Law professor (born 1944)

Robert E. Scott (born 25 February 1943 in Nagpur, India) is a Law Professor at Columbia Law School. Scott graduated from Oberlin College (cum laude) and received his J.D. degree in 1968 from William and Mary Law School where he was editor-in-chief of the William and Mary Law Review. (Scott met his wife, Elizabeth "Buffie" Scott, also a Columbia Law Professor, while at Oberlin College.) Scott earned an S.J.D. from the University of Michigan Law School in 1973, after which he joined the law faculty at William & Mary.

In 1974, Scott joined the Virginia School of Law faculty, where he served from 1974 to 2006. He served as Dean of the Law School from 1991 to 2001. Under his leadership, the School completed a $203 million capital campaign in 2000.

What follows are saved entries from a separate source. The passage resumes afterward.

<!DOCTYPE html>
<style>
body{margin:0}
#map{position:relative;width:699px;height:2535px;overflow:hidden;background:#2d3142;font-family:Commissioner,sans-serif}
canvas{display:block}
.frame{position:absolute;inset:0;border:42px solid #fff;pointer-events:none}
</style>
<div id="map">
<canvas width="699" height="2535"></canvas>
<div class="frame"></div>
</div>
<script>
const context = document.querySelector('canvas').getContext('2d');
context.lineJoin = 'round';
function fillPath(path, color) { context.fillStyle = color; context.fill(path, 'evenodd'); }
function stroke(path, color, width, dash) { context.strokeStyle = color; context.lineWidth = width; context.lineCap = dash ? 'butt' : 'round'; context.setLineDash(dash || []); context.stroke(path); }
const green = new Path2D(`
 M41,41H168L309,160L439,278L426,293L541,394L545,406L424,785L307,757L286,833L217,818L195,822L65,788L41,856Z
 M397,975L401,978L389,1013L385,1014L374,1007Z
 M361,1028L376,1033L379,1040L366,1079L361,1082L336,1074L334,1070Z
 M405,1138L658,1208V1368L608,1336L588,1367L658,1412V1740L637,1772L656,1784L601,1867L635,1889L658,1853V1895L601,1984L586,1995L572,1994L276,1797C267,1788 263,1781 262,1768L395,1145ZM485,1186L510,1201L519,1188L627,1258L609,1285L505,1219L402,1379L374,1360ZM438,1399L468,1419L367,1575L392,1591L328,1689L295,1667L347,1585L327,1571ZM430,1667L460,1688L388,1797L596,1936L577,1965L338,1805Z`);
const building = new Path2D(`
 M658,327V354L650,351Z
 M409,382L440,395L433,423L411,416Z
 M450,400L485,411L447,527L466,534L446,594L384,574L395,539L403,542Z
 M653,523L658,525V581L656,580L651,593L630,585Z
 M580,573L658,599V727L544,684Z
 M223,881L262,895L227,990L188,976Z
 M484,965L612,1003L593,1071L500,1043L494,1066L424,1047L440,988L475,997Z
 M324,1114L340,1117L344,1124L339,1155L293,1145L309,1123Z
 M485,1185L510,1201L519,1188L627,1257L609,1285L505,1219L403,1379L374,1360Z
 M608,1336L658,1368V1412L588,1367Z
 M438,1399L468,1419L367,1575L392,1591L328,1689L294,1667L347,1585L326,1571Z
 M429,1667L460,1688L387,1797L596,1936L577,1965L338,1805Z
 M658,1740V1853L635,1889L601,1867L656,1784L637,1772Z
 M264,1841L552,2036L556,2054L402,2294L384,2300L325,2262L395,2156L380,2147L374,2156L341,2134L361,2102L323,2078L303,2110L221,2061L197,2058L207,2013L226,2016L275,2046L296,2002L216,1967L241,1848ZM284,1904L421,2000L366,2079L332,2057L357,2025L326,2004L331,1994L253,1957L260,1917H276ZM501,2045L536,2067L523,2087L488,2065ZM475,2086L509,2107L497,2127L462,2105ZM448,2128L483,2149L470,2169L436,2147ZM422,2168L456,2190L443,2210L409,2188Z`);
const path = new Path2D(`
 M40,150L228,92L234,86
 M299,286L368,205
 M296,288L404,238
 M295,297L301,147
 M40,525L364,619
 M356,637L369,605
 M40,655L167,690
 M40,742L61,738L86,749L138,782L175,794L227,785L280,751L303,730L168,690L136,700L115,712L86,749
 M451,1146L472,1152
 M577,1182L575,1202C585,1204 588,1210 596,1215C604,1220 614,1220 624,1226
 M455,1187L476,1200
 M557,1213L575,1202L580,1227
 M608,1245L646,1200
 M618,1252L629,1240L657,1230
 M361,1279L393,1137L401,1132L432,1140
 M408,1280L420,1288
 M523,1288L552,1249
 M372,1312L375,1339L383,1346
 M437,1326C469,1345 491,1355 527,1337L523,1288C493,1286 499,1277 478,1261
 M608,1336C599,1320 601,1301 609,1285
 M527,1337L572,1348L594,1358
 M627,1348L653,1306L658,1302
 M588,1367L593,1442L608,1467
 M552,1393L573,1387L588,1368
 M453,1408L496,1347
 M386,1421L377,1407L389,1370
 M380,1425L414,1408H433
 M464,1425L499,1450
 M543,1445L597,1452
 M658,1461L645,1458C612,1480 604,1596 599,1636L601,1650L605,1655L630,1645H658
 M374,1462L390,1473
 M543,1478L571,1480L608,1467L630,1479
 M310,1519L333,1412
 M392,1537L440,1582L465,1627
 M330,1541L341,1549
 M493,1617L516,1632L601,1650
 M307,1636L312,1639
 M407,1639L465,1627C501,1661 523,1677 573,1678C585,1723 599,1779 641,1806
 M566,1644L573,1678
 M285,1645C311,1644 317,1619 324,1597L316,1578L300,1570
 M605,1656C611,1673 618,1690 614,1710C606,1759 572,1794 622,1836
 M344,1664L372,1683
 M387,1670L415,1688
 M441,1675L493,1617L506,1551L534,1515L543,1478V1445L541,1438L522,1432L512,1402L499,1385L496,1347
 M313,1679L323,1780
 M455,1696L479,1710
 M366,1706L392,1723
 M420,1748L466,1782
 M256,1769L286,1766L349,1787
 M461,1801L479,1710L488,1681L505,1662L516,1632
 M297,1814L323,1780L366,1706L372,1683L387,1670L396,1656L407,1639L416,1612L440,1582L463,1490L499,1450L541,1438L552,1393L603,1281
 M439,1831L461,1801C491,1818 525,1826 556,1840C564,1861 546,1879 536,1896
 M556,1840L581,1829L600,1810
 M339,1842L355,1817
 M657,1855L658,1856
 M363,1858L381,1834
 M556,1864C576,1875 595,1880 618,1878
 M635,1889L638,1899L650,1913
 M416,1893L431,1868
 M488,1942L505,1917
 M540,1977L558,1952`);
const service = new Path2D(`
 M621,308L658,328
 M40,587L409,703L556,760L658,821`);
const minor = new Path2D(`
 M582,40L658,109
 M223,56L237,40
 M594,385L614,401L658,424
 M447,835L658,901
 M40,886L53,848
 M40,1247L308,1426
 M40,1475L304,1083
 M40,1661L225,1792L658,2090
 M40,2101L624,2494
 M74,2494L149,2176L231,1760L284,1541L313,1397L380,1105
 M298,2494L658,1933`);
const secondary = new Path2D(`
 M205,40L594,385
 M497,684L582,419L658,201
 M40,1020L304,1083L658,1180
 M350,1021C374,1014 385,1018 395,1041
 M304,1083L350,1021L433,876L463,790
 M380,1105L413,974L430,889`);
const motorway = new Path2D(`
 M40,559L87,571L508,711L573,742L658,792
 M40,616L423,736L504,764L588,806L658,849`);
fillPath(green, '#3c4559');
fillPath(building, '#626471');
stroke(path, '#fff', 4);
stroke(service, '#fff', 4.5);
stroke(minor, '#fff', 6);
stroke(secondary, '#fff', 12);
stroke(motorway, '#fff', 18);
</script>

Scott became a full-time professor at Columbia Law School in July 2006 after accepting appointment as the Alfred McCormack Professor of Law and Director of the Center on Contract and Economic Organization. He had been a frequent visiting professor at Columbia, most recently as Justin W. D'Atri Visiting Professor of Law, Business and Society from 2001-2006. In 2007 Scott co-published an article with Alan Schwartz in the Harvard Law Review.

On August 5, 2008, Governor Tim Kaine appointed Scott to the Board of Visitors of the College of William & Mary, where Scott earned his law degree in 1968. In 2012, Scott was reappointed to the Board by governor Bob McDonnell. Scott's term will expire in 2016.